Calving season signifies the start of a rancher’s production year and it is marked by joyous moments, like this new born calf happily enjoying breakfast. In the midst of this precious time, U.S. beef producers have joined together to voice concern over USDA’s recently ruling to once again allow the importation of fresh Brazilian beef. 

On Feb. 21, 2020, USDA announced that Brazil will once again be allowed to export fresh beef to the United States. This announcement came as a shock to beef producers across the county as word of the ruling rippled across news and social media platforms.

This is not the first time the U.S. has tried to import fresh beef from Brazil. In fact, just four short years ago, in 2016, USDA’s Food Safety and Inspection Service (FSIS) determined that Brazil’s food safety standards regarding meat were equivalent to that of the United States’ and therefore fresh beef was safe to import from the county.

U.S. beef producers were leery of the agreement at the time. For starters, Foot and Mouth Disease (FMD), a highly contagious, viral disease that has been eradicated from U.S. livestock since 1929, runs rampant in Brazil, as well as its neighboring countries. Under the right conditions, the virus can be housed in contaminated tissue for an extended period of time, and although a very small risk, FMD is a zoonotic disease, meaning it can be transferred from animals to humans.

Despite reservations, Brazil went right to work shipping beef to the U.S., but it only took six months for any confidence in their food safety standards to be totally squelched. During that period, FSIS refused entry to 11 percent of Brazil’s shipments or roughly 1.9 million pounds. FSIS sighted public and animal health concerns, as well as sanitary issues, as the reason those shipments were refused. In contrast, FSIS refuses entry to 1 percent of shipments from other countries on average.

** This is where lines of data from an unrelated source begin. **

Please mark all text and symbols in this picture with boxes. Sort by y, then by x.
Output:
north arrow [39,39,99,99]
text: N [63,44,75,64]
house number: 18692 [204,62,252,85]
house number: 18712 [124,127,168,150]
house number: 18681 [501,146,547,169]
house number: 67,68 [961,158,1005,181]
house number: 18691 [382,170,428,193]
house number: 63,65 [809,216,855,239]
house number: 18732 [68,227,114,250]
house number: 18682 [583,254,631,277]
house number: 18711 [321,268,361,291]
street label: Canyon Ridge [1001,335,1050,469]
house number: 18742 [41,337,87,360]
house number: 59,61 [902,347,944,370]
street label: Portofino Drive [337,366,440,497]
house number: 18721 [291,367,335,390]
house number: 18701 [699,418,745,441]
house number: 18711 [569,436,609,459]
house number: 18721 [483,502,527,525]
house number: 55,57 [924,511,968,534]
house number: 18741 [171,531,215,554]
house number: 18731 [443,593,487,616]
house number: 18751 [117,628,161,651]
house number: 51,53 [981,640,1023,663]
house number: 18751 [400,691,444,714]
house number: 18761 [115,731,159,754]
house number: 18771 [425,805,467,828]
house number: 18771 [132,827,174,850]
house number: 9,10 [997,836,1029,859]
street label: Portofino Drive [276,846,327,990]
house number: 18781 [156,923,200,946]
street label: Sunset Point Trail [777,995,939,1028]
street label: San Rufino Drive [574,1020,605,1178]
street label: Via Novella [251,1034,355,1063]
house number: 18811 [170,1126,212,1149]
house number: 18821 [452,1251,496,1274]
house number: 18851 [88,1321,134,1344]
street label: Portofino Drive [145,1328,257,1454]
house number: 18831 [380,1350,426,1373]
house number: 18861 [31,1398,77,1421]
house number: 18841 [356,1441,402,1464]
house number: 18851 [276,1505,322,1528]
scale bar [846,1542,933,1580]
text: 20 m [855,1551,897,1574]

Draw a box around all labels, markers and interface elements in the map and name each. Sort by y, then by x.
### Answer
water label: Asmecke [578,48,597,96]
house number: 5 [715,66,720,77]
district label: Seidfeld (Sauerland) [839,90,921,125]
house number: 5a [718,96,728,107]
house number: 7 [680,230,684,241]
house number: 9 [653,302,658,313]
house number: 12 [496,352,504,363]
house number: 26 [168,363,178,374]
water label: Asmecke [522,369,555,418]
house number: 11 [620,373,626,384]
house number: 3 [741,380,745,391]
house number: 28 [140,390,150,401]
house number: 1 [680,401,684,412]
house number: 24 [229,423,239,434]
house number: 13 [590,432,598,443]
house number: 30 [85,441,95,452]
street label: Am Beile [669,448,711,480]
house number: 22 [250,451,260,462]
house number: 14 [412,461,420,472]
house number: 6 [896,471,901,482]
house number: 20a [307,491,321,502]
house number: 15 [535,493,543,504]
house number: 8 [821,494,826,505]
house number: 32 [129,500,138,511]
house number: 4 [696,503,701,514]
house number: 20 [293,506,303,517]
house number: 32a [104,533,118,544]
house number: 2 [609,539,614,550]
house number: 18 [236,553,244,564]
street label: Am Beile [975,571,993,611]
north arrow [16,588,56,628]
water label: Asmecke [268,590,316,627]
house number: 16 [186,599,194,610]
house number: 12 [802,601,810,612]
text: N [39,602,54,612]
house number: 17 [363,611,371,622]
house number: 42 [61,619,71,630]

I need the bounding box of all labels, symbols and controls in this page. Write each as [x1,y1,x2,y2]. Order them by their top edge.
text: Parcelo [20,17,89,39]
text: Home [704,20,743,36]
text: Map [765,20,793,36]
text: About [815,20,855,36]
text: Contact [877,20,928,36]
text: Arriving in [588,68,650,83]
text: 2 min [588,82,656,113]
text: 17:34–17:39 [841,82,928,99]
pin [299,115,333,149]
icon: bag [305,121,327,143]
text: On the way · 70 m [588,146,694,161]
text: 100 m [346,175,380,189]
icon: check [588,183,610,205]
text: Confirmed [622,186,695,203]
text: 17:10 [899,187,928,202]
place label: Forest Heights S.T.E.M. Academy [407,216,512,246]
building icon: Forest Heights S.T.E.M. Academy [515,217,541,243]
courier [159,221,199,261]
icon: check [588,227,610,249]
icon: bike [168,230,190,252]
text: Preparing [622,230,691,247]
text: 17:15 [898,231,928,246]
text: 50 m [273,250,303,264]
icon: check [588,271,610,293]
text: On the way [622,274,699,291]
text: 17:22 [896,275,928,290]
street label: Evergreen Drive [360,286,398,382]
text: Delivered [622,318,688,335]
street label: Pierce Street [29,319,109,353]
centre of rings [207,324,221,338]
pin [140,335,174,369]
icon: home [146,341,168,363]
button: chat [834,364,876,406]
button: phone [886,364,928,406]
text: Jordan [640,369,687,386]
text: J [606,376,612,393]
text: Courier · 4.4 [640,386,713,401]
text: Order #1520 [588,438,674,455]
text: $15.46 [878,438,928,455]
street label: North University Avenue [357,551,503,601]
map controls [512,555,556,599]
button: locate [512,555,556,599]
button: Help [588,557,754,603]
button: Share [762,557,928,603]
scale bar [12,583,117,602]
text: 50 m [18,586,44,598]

Shortly after the U.S. banned the importation of fresh Brazilian beef in 2017, Brazil’s beef industry fell under heavy scrutiny. Investigations found several meat packing facilities in the country had been bribing health inspectors to allow the shipment of contaminated meat.

USDA launched their own audit of Brazil’s meat inspection system and recently decided that in the 20 months since the U.S. banned their beef, Brazil had fixed their problems and FSIS once again believes their meat can be safely imported, but U.S. beef producers aren’t so sure.

“We don’t really know what has changed as far as their procedures go. Are we going to end up right back where we were when it didn’t work,” asked Fred Wacker, beef producer and president of the Montana Stockgrower’s Association (MSGA).  

Wacker emphasized that the MSGA is very much in support of free trade. He went on to explain that U.S. consumers have a hankering for hamburger, and quite frankly, U.S. supply cannot keep up with that specified demand. Further, if the U.S. wants countries to open up their boarders, the U.S. must reciprocate.

“We want markets around the world open to our product and we know we can’t make it a one-sided deal,” he said.

Even so, reservations about Brazil’s food safety standards have once again left U.S. beef producers on the defense. Trade may be good, but food safety, as well as human and animal health, is of the upmost importance. Leadership organizations within the beef industry stepped up to voice concerns over USDA’s announcement almost immediately. In addition to MSGA and their parent organization, National Cattlemen’s Beef Association (NCBA), R-CALF USA, has also issued a statement in opposition.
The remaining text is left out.